SALAM PAPUA (TIMIKA) – Pertemuan dialog Strategis Wakil Menteri PPN/Wakil Kepala Bappenas bersama Gubernur, Bupati, dan Walikota se-Tanah Papua, di Ballroom Kantor BPKAD Mimika, Kamis (30/7/2026), menjadi momentum bagi sejumlah kepala daerah di Tanah Papua untuk menyampaikan pemikiran konstruktif dan bahkan kritis dalam upaya mengimplementasikan Percepatan Pembangunan di Papua.
Kritik pun di antaranya datang dari Bupati Mimika dan Bupati Nabire yang menyoroti adanya kesenjangan perhatian Pemerintah Pusat kepada Papua dibanding luar Papua, khususnya Jawa.

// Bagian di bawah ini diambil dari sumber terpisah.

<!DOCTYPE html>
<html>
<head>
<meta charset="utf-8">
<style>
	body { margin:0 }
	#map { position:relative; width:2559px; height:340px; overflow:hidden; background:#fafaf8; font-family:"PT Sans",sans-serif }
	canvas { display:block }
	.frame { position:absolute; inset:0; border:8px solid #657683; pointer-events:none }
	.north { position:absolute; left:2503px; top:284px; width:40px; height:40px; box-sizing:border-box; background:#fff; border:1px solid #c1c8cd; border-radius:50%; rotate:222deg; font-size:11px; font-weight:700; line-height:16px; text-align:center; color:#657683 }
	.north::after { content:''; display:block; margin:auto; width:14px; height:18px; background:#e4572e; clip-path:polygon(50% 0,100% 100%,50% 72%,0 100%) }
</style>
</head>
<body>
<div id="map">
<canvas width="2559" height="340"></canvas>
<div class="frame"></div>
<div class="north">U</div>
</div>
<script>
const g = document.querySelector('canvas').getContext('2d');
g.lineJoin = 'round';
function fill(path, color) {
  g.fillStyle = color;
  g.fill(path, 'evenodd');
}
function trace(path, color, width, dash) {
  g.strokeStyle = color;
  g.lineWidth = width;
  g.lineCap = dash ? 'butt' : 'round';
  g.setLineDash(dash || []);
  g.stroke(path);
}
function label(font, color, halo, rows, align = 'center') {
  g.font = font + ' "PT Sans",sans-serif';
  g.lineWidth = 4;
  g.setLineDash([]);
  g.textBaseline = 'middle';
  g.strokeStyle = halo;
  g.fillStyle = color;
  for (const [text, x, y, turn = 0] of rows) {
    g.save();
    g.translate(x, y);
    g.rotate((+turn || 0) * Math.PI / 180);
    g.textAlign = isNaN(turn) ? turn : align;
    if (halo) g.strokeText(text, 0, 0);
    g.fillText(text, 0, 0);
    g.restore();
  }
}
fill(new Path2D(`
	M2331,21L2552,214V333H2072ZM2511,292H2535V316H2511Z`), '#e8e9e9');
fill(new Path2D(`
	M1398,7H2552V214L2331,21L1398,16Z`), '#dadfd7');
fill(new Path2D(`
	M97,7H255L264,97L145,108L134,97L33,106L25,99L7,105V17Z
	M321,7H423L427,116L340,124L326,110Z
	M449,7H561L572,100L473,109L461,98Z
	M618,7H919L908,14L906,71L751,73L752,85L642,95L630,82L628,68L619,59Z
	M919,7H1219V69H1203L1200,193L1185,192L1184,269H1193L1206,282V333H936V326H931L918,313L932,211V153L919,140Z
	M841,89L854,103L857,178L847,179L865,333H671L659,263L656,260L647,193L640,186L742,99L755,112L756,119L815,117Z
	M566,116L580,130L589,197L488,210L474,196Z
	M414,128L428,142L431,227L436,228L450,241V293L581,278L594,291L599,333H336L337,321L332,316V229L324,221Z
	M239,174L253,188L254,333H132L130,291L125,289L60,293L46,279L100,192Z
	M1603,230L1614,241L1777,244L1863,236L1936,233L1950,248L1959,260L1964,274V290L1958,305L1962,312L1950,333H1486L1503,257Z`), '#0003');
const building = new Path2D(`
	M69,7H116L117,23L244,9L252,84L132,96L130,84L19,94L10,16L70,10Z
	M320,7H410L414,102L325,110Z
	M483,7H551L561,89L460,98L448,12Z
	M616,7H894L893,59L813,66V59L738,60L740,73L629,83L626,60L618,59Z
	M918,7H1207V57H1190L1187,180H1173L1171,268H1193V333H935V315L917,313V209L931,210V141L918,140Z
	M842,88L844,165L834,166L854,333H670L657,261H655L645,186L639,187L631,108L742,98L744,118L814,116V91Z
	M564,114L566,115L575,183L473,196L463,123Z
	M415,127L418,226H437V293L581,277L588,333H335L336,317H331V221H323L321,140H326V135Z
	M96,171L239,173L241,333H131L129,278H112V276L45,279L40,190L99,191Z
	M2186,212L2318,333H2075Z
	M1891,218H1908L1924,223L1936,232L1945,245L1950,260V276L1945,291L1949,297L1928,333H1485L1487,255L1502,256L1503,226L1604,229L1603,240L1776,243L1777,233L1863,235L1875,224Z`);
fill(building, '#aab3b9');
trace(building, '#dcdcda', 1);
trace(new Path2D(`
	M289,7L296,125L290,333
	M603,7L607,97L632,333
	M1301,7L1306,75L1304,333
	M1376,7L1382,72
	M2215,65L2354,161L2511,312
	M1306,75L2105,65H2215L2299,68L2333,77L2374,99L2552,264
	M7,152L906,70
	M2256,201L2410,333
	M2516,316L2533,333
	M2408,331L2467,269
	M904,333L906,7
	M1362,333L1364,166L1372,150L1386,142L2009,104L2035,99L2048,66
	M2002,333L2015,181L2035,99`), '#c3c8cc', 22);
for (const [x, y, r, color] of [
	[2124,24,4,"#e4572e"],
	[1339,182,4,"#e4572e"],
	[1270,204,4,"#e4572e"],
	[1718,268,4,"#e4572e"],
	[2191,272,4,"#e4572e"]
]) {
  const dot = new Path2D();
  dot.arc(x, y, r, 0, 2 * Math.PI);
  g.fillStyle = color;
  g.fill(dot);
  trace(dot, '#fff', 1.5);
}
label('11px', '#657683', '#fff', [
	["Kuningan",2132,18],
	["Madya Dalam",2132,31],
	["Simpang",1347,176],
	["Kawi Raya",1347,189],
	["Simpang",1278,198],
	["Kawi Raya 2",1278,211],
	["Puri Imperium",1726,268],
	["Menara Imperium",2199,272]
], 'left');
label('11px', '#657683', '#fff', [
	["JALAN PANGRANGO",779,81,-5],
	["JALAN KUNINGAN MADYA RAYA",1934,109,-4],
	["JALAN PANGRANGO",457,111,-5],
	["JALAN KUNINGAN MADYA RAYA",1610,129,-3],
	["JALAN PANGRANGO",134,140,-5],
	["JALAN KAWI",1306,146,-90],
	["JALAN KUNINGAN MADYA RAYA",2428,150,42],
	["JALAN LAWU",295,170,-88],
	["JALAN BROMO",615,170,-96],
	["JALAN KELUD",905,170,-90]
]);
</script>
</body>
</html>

Bupati Mimika Johanes Rettob menyampaikan kritik tajam kepada Badan Perencanaan Pembangunan Nasional (Bappenas) terkait ketidakadilan pembangunan infrastruktur di Indonesia.
Bupati yang akrab disapa John Rettob ini menegaskan bahwa Papua masih tertinggal jauh dibanding Pulau Jawa yang sudah menikmati jalan tol dan jembatan layang.
“Orang Papua sudah pernah naik pesawat tapi belum pernah naik mobil, ini kondisi kami di wilayah Pegunungan. Kami punya 13 lapangan terbang, sehingga biaya transportasi habis hanya untuk udara. Jembatan satu pun tidak ada,” ujarnya.
Bupati John menegaskan bahwa infrastruktur adalah urat nadi pembangunan. Tanpa konektivitas jalan dan jembatan, mimpi menyejahterakan masyarakat Papua hanya akan menjadi ilusi.
Bahkan dirinya menyoroti empat persoalan utama yakni situasi geopolitik dan kenaikan harga, proyek strategis nasional yang tidak transparan, janji politik daerah yang terhambat pemotongan Transfer ke Daerah (TKD), isolasi wilayah selatan Papua yang belum tersambung, serta ketimpangan alokasi anggaran nasional.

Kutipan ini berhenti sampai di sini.